Heather Hole Strout, the MLK Center’s executive director, told Providence Business News on Thursday that approximately 3,300 square feet of space was added to the facility as part of the renovations. Those upgrades, which began in October 2022 and finished back in November 2023, were funded by the organization’s $7 million Building Hope Campaign that raised the necessary funds in just eight months, according to the MLK Center.
Strout said along with existing space being reimagined and additional space now part of the MLK Center, the programming the center offers will now truly be reflected in the new space moving forward.
“We’ve always had excellent programming and are proud of the programs we have offered to the community,” Strout said. “Now, this offers us a more dignified and respectful space for the more than 6,000 people who come here for health and hope every year.”
Strout said the building at 20 Dr. Marcus Wheatland Blvd. that houses the MLK Center used to be a United Services Organization building in the 1940s for Black military service during segregation. Over time, despite volunteers working diligently at the nonprofit to “keep it together,” Strout said the MLK Center reached a point where the building was not working to address the necessary community needs anymore, hence the reason for the MLK Center to make physical changes at the facility.
One example Strout noted was when a decade ago the MLK Center in a year distributed 100,000 meals. Those meals she noted include food from its pantry, hot meals it serves. Last year, the MLK Center distributed about 1 million meals, she said.
Strout also said the MLK Center’s lobby prior to the upgrades was too small, resulting in people having to wait outdoors before receiving services. Having people in need waiting out in the cold during the winter for food was “something we were not proud of,” Strout said.
“The building [before the renovations] didn’t work for us anymore,” Strout said.
Now, in addition to enlarging the welcoming entry and lobby, Strout says the MLK Center’s food pantry is now doubled in size, now looks like a “small grocery store” and the kitchen is enlarged with three refrigerators and three freezers for the organization to keep up with the high-demand food needs within Newport County. She said this past year saw a 35% increase in the number of people seeking hunger relief from the MLK Center.
“This renovation is enabling us to serve more people and do it in a more respectful way,” Strout said. She also noted that the MLK Center can now buy more food “in bulk,” which will reduce the organization’s food costs along with keeping up with demand. Plus, its lunch programs will expand from three days a week to five, Strout said.
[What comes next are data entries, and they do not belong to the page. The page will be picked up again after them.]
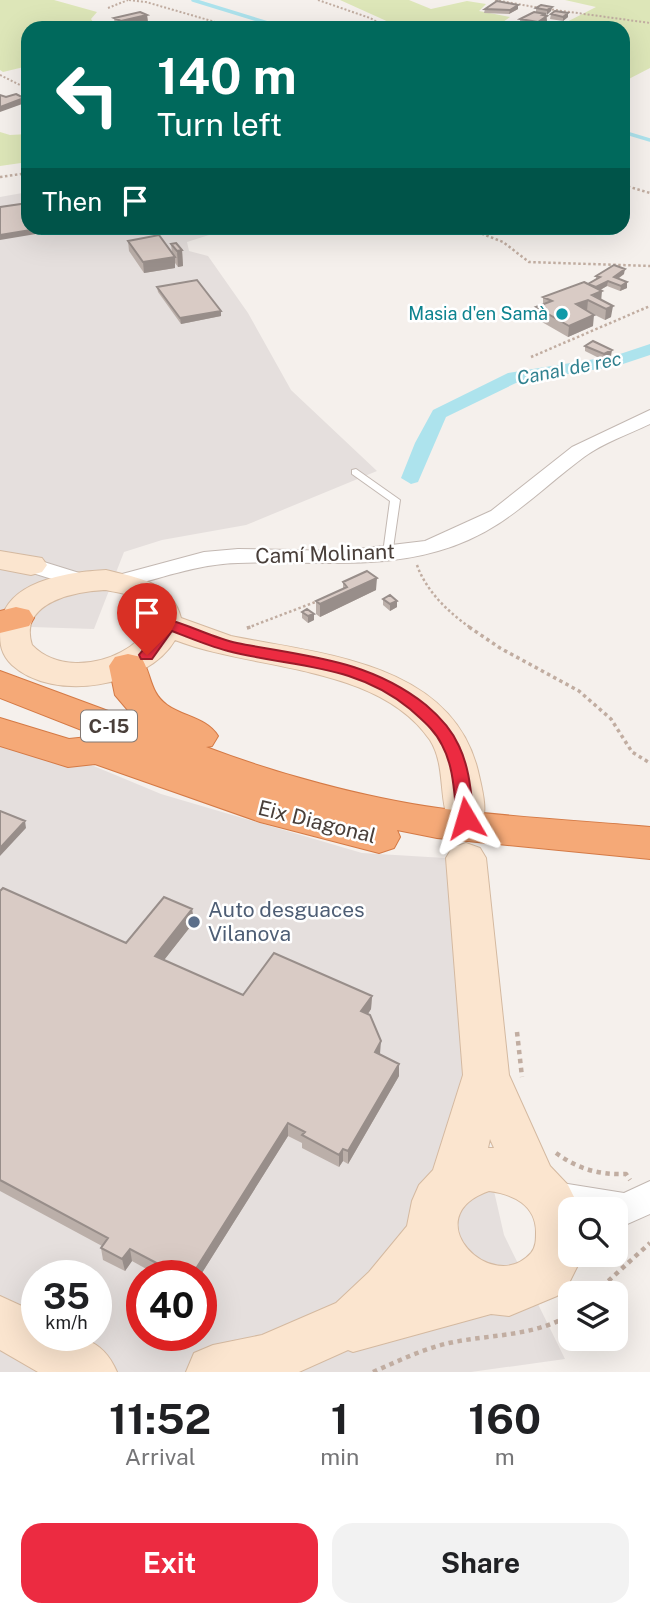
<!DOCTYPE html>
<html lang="en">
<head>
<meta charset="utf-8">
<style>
	:root { --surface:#fff; --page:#f2f2f2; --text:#202124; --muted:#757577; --accent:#ec2b41 }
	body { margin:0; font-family:"Public Sans",sans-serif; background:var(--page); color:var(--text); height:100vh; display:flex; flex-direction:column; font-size:26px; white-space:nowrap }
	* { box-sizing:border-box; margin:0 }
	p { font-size:23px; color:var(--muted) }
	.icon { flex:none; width:38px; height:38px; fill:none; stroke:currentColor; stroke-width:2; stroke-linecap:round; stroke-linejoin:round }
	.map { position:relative; height:1372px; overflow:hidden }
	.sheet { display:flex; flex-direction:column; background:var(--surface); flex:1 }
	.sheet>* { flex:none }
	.top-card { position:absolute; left:21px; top:21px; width:609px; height:214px; border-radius:21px; box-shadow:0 7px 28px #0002; background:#00695c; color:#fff; overflow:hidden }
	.buttons { position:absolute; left:558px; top:1197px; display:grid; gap:14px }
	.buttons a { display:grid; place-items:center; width:70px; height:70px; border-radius:14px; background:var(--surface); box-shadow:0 7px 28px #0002; font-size:35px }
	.speed { position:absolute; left:21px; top:1260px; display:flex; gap:14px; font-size:35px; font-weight:700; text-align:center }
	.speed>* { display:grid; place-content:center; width:91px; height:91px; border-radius:50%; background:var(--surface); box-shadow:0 7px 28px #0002; line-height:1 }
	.speed small { font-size:18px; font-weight:400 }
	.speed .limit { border:10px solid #d22; background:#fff; color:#111 }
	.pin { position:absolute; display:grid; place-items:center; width:60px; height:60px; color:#fff; margin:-72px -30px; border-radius:50% 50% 50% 0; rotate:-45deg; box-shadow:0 0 7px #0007 }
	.pin .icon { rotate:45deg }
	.me { position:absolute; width:77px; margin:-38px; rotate:353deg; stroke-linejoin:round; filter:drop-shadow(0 0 5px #0008) }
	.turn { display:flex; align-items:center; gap:24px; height:147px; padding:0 21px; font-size:32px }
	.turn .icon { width:91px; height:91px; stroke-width:2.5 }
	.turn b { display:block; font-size:49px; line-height:60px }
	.then { display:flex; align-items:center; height:66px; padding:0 21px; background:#0003; gap:14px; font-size:26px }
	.eta { display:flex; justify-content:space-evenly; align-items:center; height:119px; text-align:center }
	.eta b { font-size:42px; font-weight:700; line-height:49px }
	.button { display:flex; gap:14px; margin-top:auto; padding:14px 21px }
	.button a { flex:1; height:80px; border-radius:21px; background:var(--accent); color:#fff; font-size:28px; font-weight:700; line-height:80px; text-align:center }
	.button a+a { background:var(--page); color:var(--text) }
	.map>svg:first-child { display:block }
	.industrial { fill:#e5dfdd; fill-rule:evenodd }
	.green { fill:#dde6b8 }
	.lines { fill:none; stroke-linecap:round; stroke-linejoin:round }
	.stream { stroke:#ade3ed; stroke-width:3.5 }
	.canal { fill:#ade3ed; fill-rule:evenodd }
	.lane-casing { stroke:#c3b8b2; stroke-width:2 }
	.street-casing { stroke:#c3b8b2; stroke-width:2 }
	.secondary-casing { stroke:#d4b9a0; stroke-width:2 }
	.highway-casing { stroke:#d47a46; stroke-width:2 }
	.path-far3 { stroke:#c1ada1; stroke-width:2; stroke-dasharray:2 2; stroke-linecap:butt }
	.path-far2 { stroke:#c1ada1; stroke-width:2.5; stroke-dasharray:2.5 2.5; stroke-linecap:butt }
	.path-far1 { stroke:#c1ada1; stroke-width:3.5; stroke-dasharray:3.5 3.5; stroke-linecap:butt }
	.path { stroke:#c1ada1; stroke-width:4.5; stroke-dasharray:4.5 4.5; stroke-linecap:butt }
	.lane { fill:#fff; fill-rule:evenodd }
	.street { fill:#fff; fill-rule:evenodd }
	.secondary { fill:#fbe5cf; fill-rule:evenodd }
	.highway { fill:#f5a977; fill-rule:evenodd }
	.wall { fill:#bbafa9 }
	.shaded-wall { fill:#988e8a }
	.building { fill:#d9cbc5; stroke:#988e8a; stroke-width:2 }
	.route { fill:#ec2b41; stroke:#991c2a; stroke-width:2 }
	.culture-dot { fill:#0f9aa8; stroke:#fff; stroke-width:2.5 }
	.service-dot { fill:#5c6f8a; stroke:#fff; stroke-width:2.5 }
	.labels { text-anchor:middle; stroke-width:5; stroke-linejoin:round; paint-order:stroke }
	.far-culture-label { font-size:18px; fill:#0d838f; stroke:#fff; text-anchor:end }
	.far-water-label { font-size:19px; font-style:italic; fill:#30818f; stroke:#fff }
	.shield { fill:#fff; stroke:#807975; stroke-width:2 }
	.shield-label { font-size:19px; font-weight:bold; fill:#493f3a }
	.street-label { font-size:21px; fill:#493f3a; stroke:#fff }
	.service-label { font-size:21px; fill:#4e5e75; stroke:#fff; text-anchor:start }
</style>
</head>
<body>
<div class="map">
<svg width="650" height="1372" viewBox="0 0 650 1372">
	<rect width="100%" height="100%" fill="#f5f0ec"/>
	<path class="industrial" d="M28 192V228H231L187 242 189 251 208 256 248 313 291 390 377 471 246 525 162 540 124 552 94 629 0 626V197Z
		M0 727 161 794 362 853 461 859 469 1081 504 1235 565 1359 471 1372H0ZM37 1276H96V1335H37ZM142 1276H201V1335H142Z"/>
	<path class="green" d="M0 0H54L97 12 91 19 97 28H28V66L3 72 0 70Z
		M340 0H409L431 9 467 1 486 4 479 11 510 17 496 27 500 28H402Z
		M565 0H650V68L623 82V28H555L596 7Z
		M0 132 10 135 28 134V162L0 166Z"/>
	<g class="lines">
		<path class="stream" d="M193 0 284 28
			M623 132 650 140"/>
		<path class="canal" d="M650 344V355L617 366 518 382 446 417 418 482 411 484 401 478 415 443 433 410 508 373 614 356Z"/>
		<g class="lane-casing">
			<path id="lane" d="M356 469 400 500 392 555 388 556 383 553 390 501 352 474V470Z"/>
		</g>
		<g class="street-casing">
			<path id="street" d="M650 410V424C629 434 603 443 584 457 533 495 502 533 438 551 373 570 305 560 238 563 197 564 158 579 119 589L111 587 108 582 111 577 204 552 238 549 341 551 425 541 491 511 572 447Z
				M31 558 89 576 92 581 89 586 81 588 23 570 20 565 23 560Z
				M549 1181 624 1193 650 1181V1214L616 1229V1209H570V1216L537 1208 532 1197 537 1186Z"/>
		</g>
		<g class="secondary-casing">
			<path id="secondary" d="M0 551 42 558 47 565 42 572 31 575 0 569Z
				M106 570C138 578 172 582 181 618L231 636C320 654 452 662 478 771 482 789 489 812 480 828L466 832 452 828C437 802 447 767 430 740 378 664 254 671 175 640 148 687 53 703 12 665 1 654 0 645 0 631 0 581 68 572 106 570ZM106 590C114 592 125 593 132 597 189 631 79 694 32 645 18 602 76 591 106 590Z
				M466 843 480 848 486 858 509 1075 550 1166 568 1185 580 1209H570V1255H583L568 1285 557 1296 509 1316 491 1314 353 1352 348 1350 299 1372H186L194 1353 213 1345 262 1335 336 1303 369 1272 407 1226 412 1201 419 1185 433 1170 463 1075 446 858 452 848ZM490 1139 494 1148H488ZM489 1191C513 1194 536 1205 536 1232 536 1240 536 1247 531 1253 492 1297 414 1217 489 1191Z
				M0 1296 37 1313V1335C73 1335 101 1334 117 1372H38L0 1350Z"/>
		</g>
		<g class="highway-casing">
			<path id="highway" d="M16 607 29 610 34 618 29 626 0 633V611Z
				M128 654 141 657C152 674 149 692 167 705 184 717 207 718 218 736L212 746 206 747C274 773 365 798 438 808 508 817 579 821 650 827V859L437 838 397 830 400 837 394 848 379 853 260 822 95 764 68 767 0 746V718L69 739 97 736 0 698V671L138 722 115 695 109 666 115 657Z"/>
		</g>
		<path class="path-far3" d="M129 0 146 2 236 28
			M318 0 370 18 388 28
			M495 0 540 8
			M108 8 128 0
			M548 9 650 23
			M0 75 28 89"/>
		<path class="path-far2" d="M0 177 28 173
			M623 185 650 193
			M427 228 480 233 503 242 529 262 650 266
			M531 357 650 306
			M417 565C426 591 449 613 471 628
			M247 628 318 601"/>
		<path class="path-far1" d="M469 627 500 648 579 691 611 719 632 752 650 763
			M247 628 251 627"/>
		<path class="path" d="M517 1032 522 1077
			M556 1153C578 1169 599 1175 626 1174L630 1180
			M595 1293 650 1243
			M373 1372C398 1361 423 1349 449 1343 491 1334 532 1337 570 1315"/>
		<use href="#lane" class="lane"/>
		<use href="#street" class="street"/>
		<use href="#secondary" class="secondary"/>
		<use href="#highway" class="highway"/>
	</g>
	<path class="wall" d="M518 5V9L509 14 484 13 485 9Z
		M552 7 551 11 546 14 547 21 538 27 520 23V19L536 12V8Z
		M568 13V17L563 21 550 19 551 14Z
		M147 15 148 23 144 24 163 28 115 27 114 18Z
		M128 241 172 253 171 244 182 250 183 266 178 267 175 263V268L144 273 129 251Z
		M624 274 618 279 627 288 620 291 607 286 600 290 601 300 611 317 605 320 591 313 593 326 568 337 535 318 536 307 543 305V297L588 284 596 279V276Z
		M157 287 221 311V316L181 324 158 292Z
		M585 346 611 356 603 360 585 351Z
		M343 582 376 590 320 617 316 614V601L343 589Z
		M383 599 397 601V607L390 611 383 605Z
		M302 612 314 620 308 623 302 618Z
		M0 891 126 943 192 909 194 922 164 960 243 995 372 996 371 1009 368 1014 380 1054 399 1064V1076L348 1164 343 1161 339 1167 302 1148V1143L288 1136 200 1276H159L132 1261 125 1271 103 1260 101 1248 102 1246 0 1191Z"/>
	<path class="shaded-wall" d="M518 5V9L509 14 510 10Z
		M552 7 551 11 547 15V10Z
		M568 13V17L563 21V17Z
		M546 14 547 21 538 27V22L543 15Z
		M147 15 148 23 138 26 126 22V28H122L121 21Z
		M24 98 25 103 0 112V107Z
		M43 228H72L0 240V235Z
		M182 250 183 266 178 267 177 251Z
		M175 257V268L144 273 143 262Z
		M625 269 624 274 613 282 614 277Z
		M608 281 607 286 595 293 596 287Z
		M627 282V288L620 291 621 286Z
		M602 291 601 302 592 295Z
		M588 300 587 311 576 304Z
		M613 306 611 317 605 320 606 309Z
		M221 311V316L181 324 180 318Z
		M594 315 593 326 568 337 569 326Z
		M612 350 611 356 603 360 604 354Z
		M377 578 376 590 320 617V604Z
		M397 601V607L390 611V604Z
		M314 614V620L308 623V616Z
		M25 821 26 828 0 856V848Z
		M192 909 194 922 157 969 155 956Z
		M372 996 371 1009 361 1024V1011Z
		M381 1041 380 1054 375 1052Z
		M399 1064V1076L348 1164V1151Z
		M288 1123V1136L200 1276H192Z
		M343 1149V1161L339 1167V1155Z
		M130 1249 132 1261 125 1271 122 1259Z"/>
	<path class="building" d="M497 1 518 5 510 10 485 9Z
		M541 5 552 7 547 10 536 8Z
		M555 11 568 13 563 17 551 14Z
		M140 12 147 15 121 21 114 18Z
		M534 12 546 14 543 15 547 16 538 22 520 19Z
		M134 20 145 25H157L155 26 163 28H144L126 22Z
		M16 94 24 98 0 107V95L6 97Z
		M28 203V228H43L0 235V207Z
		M159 235 175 257 143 262 128 241Z
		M176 243 182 250 177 251 171 244Z
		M614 265 625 269 614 277 627 282 621 286 608 281 596 287 588 284 600 277 596 276Z
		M197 280 221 311 180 318 157 287Z
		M584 282 602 291 592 295 613 306 606 309 588 300 576 304 594 315 569 326 536 307 552 301 543 297Z
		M593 341 612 350 604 354 585 346Z
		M367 571 377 578 320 604 316 601 347 587 343 582Z
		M390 595 397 601 390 604 383 599Z
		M307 609 314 614 308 616 302 612Z
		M0 811 25 821 0 848Z
		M3 888 126 943 164 897 192 909 155 956 243 995 274 953 372 996 361 1011 370 1015 381 1041 375 1052 399 1064 348 1151 343 1149 339 1155 302 1135 305 1132 288 1123 192 1275 194 1276H161L166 1268 130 1249 122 1259 101 1248 108 1238 0 1180V891Z"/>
	<path class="route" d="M166 619C190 625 213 638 237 643 307 657 368 659 426 705 439 716 452 730 459 746 470 769 471 794 474 818L472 823H459L457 818C454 794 454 767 442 745 435 730 422 720 410 709 354 663 294 668 228 651 209 646 190 638 172 631L152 659H141L139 655 155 635 159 624Z"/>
	<circle class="culture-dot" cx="562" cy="314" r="7"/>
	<circle class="service-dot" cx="194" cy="922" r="7"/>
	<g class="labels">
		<g class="far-culture-label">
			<text x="548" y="320">Masia d'en Samà</text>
		</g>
		<g class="far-water-label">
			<text transform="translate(569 368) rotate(-11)" y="7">Canal de rec</text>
		</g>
		<rect class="shield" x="81" y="710.5" width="56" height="31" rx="5"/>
		<g class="shield-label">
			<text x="109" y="733">C-15</text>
		</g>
		<g class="street-label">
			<text transform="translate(325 554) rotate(-2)" y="7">Camí Molinant</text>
			<text transform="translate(317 822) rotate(14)" y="7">Eix Diagonal</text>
		</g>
		<g class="service-label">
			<text x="208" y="917">Auto desguaces<tspan x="208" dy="24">Vilanova</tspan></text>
		</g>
	</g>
</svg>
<div class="buttons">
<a><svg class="icon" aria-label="search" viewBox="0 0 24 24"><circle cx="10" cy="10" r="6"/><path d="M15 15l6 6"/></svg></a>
<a><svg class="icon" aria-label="layers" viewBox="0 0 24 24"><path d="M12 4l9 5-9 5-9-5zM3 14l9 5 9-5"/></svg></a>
</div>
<div class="speed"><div>35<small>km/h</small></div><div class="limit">40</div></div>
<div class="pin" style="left:147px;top:655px;background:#d93025"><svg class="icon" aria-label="arrive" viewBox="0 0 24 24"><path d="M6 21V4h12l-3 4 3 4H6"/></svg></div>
<svg class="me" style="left:466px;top:818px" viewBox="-20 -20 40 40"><path d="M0-17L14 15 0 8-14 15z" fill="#ec2b41" stroke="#fff" stroke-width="4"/></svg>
<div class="top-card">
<div class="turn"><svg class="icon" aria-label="left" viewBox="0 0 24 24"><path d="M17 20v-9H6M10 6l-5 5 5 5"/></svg><div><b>140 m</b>Turn left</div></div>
<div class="then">Then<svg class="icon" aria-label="arrive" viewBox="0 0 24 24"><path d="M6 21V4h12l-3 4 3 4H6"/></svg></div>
</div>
</div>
<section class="sheet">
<div class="eta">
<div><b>11:52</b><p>Arrival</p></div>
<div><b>1</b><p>min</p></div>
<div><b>160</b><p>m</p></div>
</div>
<div class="button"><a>Exit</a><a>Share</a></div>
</section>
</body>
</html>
The center now has a new private community space from the renovations. Strout says before people would need to walk through the community space, say during a yoga class or support groups held in that space, to get to the nonprofit’s educational programming. The community space with the renovations was shifted into the expansion area so that space can offer groups privacy, Strout said.
A couple new gender-neutral bathrooms were installed at the MLK Center as well, Strout said.
Moving forward, the MLK Center with the renovations will also be offered as a warming center for individuals who want to get out of the cold. So far, 52 people have utilized the building for overnight warmth, Strout said.
The center also installed a new preschool classroom to offer additional child care services, which Strout says the MLK Center now has a waiting list for.
“We will have more children here in our preschool, which helps parents get to work and helps kids go off to kindergarten prepared because we can start that base of knowledge for them,” Strout said.